Van Hollen Warns Of Deficit Irresponsibility
U.S. Representative Chris Van Hollen stood before the House of Representatives this week to warn about a fiscally dangerous arrangement in the proposed Republican rules for considering legislation. The rules, contained in H. Res. 5, contained provisions to prevent responsible tax reform in order to deal with the deficit. Van Hollen explained,
“The American people did not bargain for a plan in the first 24 hours of the new Congress that would blow a hole in the deficit and expand the debt. The chairman of the Rules Committee mentioned the recent bipartisan tax agreement. We also recently had a bipartisan commission on the deficit and debt reduction. It looked at both sides of the equation–spending and the fact that we have created lots of tax loopholes that have lost revenue to special interests. What this plan does, what the rule does, is say that that doesn’t matter, that it doesn’t count against the deficit.”
H. Res. 5 was passed before the American people even had a chance to read it. In addition to preventing deficit reforms to eliminate wasteful tax entitlements for politically connected groups, the legislation eliminates the role of the Congressional Budget Office in calculating the impact of legislation on the deficit. Just one month ago, the Congressional Budget Office revealed that Republican plans to give tax breaks to wealth Americans will expand the deficit by huge amounts. Apparently, the House Republicans have been embarrassed by such revelations, and so have moved to silence the CBO. Van Hollen warned:
“The current practice of this Congress has been that we will use the budget estimates of the nonpartisan Congressional Budget Office to determine the deficit impact on the laws that we pass here in this body for the purpose of pay-as-you-go. That is because, while we should have a vigorous debate over policy, we don’t want politicians inventing self-serving budget numbers.

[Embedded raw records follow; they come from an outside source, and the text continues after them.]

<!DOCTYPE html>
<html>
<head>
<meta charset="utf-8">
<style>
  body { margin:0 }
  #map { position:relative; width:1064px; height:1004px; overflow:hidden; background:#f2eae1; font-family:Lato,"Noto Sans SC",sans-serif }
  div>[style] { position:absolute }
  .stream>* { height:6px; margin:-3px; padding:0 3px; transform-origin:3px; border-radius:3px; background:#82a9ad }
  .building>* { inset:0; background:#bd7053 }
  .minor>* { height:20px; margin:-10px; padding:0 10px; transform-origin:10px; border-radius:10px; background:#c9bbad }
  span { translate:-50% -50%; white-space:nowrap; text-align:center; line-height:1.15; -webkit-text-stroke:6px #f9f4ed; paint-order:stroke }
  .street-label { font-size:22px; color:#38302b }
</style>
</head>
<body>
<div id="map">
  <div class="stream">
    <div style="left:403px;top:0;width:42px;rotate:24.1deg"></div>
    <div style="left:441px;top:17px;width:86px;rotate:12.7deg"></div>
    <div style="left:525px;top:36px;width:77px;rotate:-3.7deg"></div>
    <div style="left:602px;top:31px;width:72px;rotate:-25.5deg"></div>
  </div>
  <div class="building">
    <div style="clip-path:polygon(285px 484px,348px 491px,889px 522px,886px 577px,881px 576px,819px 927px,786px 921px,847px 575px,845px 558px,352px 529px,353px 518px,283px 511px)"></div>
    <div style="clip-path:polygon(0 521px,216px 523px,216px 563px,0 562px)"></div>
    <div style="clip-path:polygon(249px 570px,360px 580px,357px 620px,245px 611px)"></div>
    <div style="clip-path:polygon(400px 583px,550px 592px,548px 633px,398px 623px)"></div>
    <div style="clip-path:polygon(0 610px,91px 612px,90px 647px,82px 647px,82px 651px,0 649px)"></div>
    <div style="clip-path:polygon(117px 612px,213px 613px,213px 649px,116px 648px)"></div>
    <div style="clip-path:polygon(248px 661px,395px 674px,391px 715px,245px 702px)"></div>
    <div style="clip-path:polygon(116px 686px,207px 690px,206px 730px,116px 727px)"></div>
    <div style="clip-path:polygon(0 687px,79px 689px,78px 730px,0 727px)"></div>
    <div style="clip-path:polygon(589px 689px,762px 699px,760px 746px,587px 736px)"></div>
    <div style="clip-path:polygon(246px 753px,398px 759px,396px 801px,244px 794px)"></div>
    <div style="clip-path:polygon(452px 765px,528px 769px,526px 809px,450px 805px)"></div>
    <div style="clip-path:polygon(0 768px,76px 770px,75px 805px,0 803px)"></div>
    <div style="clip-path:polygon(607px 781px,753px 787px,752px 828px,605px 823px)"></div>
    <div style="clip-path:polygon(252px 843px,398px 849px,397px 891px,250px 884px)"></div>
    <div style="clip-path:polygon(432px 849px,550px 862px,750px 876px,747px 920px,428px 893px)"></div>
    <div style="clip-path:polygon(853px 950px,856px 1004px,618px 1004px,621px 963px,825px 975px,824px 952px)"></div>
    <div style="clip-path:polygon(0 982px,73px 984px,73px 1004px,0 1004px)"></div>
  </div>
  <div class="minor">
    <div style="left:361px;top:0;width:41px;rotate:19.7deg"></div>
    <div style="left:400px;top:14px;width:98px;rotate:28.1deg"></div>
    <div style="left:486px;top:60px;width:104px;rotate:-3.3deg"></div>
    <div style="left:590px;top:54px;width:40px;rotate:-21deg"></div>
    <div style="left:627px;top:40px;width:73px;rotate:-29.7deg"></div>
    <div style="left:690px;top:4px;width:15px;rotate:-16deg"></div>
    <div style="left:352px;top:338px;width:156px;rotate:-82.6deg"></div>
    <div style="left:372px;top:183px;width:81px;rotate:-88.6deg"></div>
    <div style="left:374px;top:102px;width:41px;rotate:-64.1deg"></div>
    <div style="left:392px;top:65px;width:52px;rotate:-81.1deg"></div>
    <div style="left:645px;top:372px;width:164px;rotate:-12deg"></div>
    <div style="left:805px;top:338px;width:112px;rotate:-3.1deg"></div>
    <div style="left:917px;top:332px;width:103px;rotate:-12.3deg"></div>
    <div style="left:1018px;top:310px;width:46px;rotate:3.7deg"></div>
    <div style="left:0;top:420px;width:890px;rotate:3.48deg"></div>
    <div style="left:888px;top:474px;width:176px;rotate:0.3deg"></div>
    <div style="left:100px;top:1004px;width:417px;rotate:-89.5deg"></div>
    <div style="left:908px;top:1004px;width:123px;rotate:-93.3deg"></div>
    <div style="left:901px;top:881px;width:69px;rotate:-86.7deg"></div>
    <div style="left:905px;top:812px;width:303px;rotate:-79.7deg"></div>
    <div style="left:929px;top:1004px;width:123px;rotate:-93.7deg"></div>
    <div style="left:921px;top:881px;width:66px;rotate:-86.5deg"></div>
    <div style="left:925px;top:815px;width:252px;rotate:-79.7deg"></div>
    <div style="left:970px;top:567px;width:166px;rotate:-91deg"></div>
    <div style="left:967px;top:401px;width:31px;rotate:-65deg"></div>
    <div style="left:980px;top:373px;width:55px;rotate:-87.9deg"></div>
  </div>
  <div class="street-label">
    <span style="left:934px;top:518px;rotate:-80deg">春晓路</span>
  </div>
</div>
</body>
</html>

Now, the Congressional Budget Office serves as our umpire. They call the balls and the strikes, as you know. Sometimes we don’t like the calls they make. Sometimes we do. Yet what this rule says is we are going to take the umpire off the field when it comes to statutory PAYGO. We are going to substitute our accounting for the folks whose professional job it is to determine the deficit impact of different legislation that we pass. I think when the American people find out that this opens the door to this kind of fun and games, they are going to ask themselves: Is this something I really bargained for?”